--- START ---

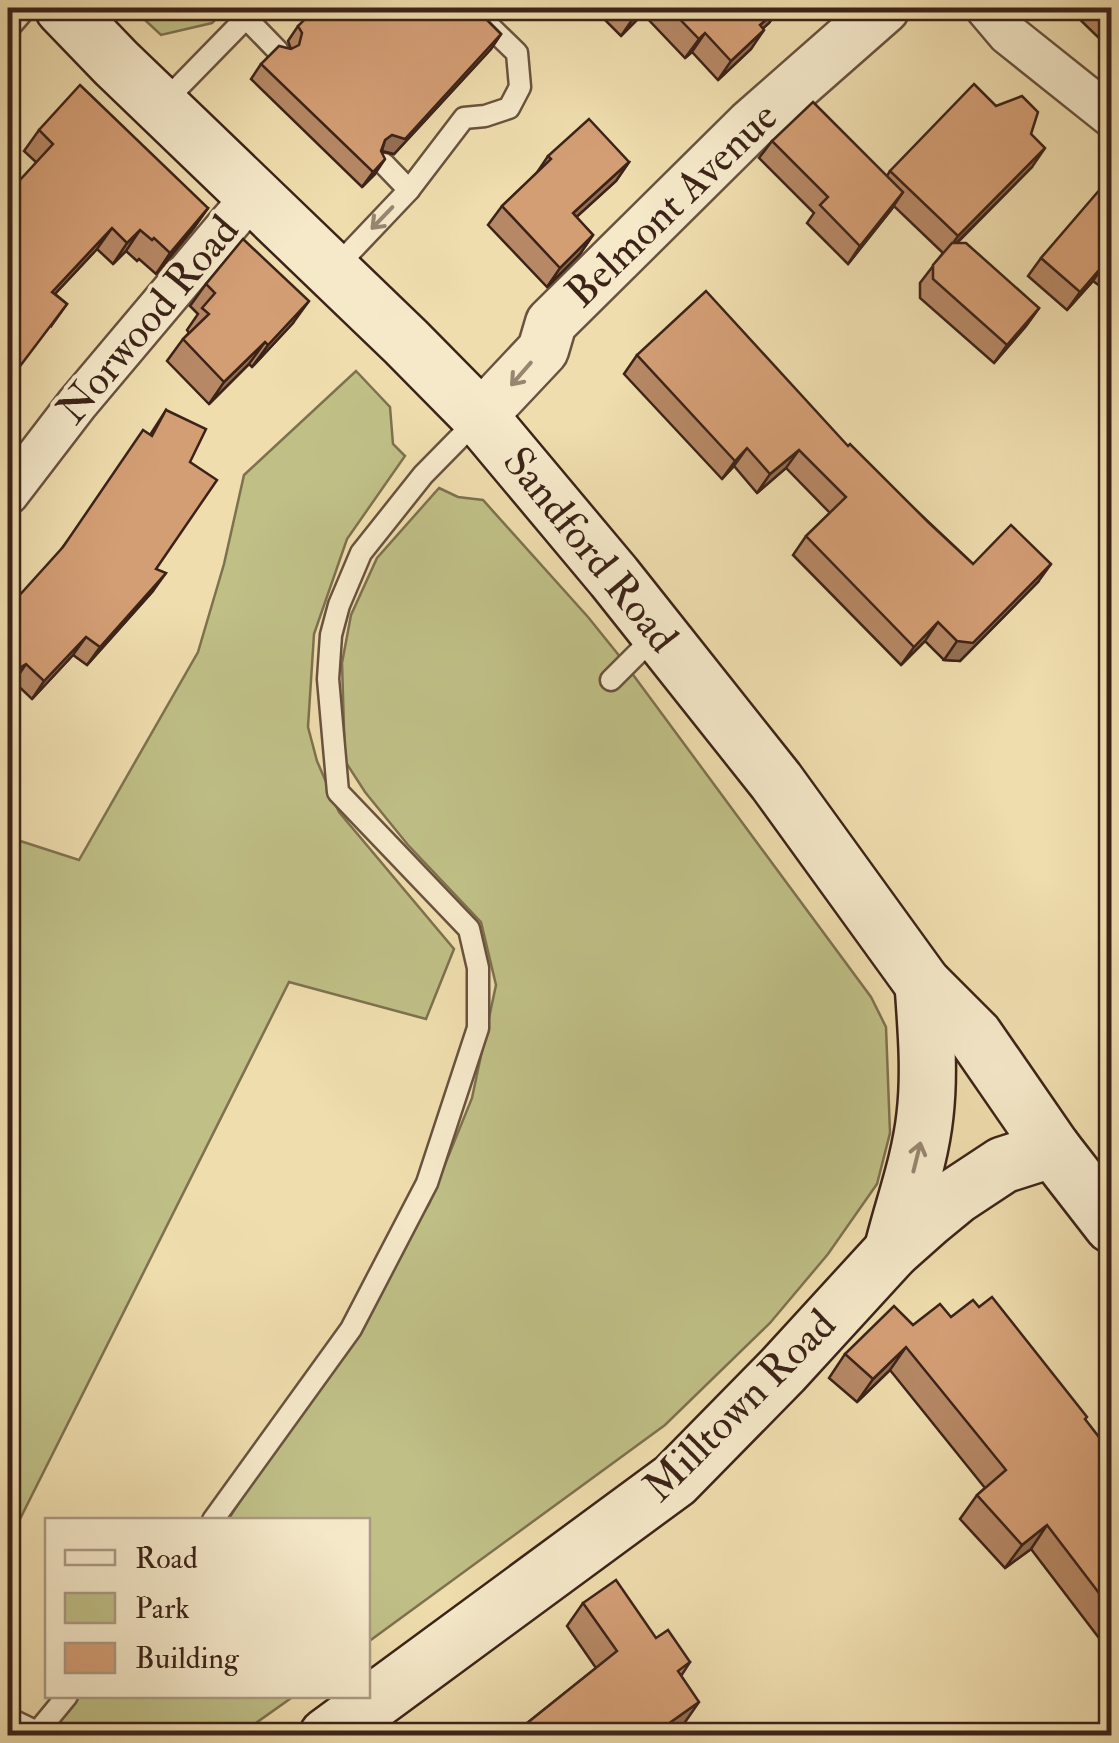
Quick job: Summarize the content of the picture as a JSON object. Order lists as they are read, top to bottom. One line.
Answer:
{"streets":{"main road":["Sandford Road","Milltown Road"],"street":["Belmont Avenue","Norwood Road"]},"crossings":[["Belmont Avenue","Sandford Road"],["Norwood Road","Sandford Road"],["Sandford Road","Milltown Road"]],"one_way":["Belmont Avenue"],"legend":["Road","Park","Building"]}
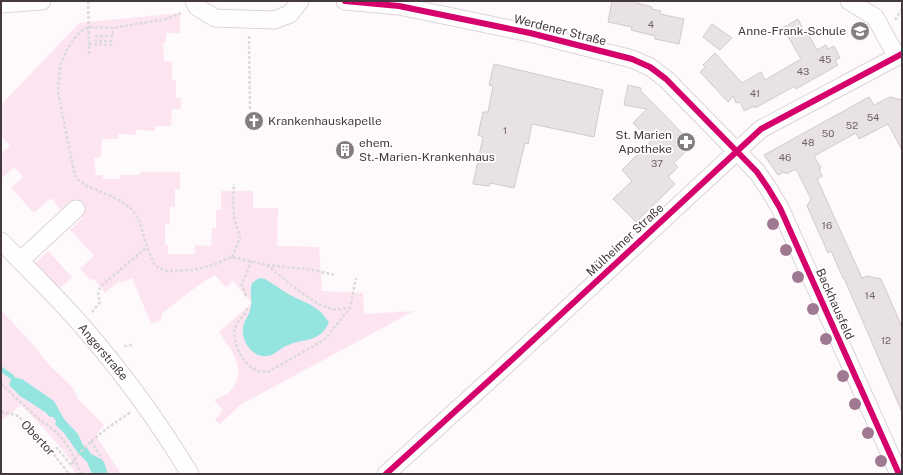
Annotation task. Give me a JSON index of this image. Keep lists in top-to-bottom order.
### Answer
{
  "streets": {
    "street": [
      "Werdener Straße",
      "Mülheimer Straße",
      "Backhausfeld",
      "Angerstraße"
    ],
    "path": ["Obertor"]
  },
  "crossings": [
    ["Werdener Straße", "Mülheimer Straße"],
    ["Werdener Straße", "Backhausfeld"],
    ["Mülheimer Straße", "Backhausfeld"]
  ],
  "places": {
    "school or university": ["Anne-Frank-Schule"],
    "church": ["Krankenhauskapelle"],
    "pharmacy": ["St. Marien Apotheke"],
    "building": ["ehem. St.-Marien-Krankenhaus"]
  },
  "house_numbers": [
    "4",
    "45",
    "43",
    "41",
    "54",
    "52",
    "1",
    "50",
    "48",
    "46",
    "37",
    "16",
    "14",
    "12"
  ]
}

--- END ---

EXERCISE DESCRIPTION =>
With pictures removed, write out exactly each line of the entries from the first through the line that holds "Annotation task. Give".

EXPECTED OUTPUT =>
Quick job: Summarize the content of the picture as a JSON object. Order lists as they are read, top to bottom. One line.
Answer:
{"streets":{"main road":["Sandford Road","Milltown Road"],"street":["Belmont Avenue","Norwood Road"]},"crossings":[["Belmont Avenue","Sandford Road"],["Norwood Road","Sandford Road"],["Sandford Road","Milltown Road"]],"one_way":["Belmont Avenue"],"legend":["Road","Park","Building"]}
Annotation task. Give me a JSON index of this image. Keep lists in top-to-bottom order.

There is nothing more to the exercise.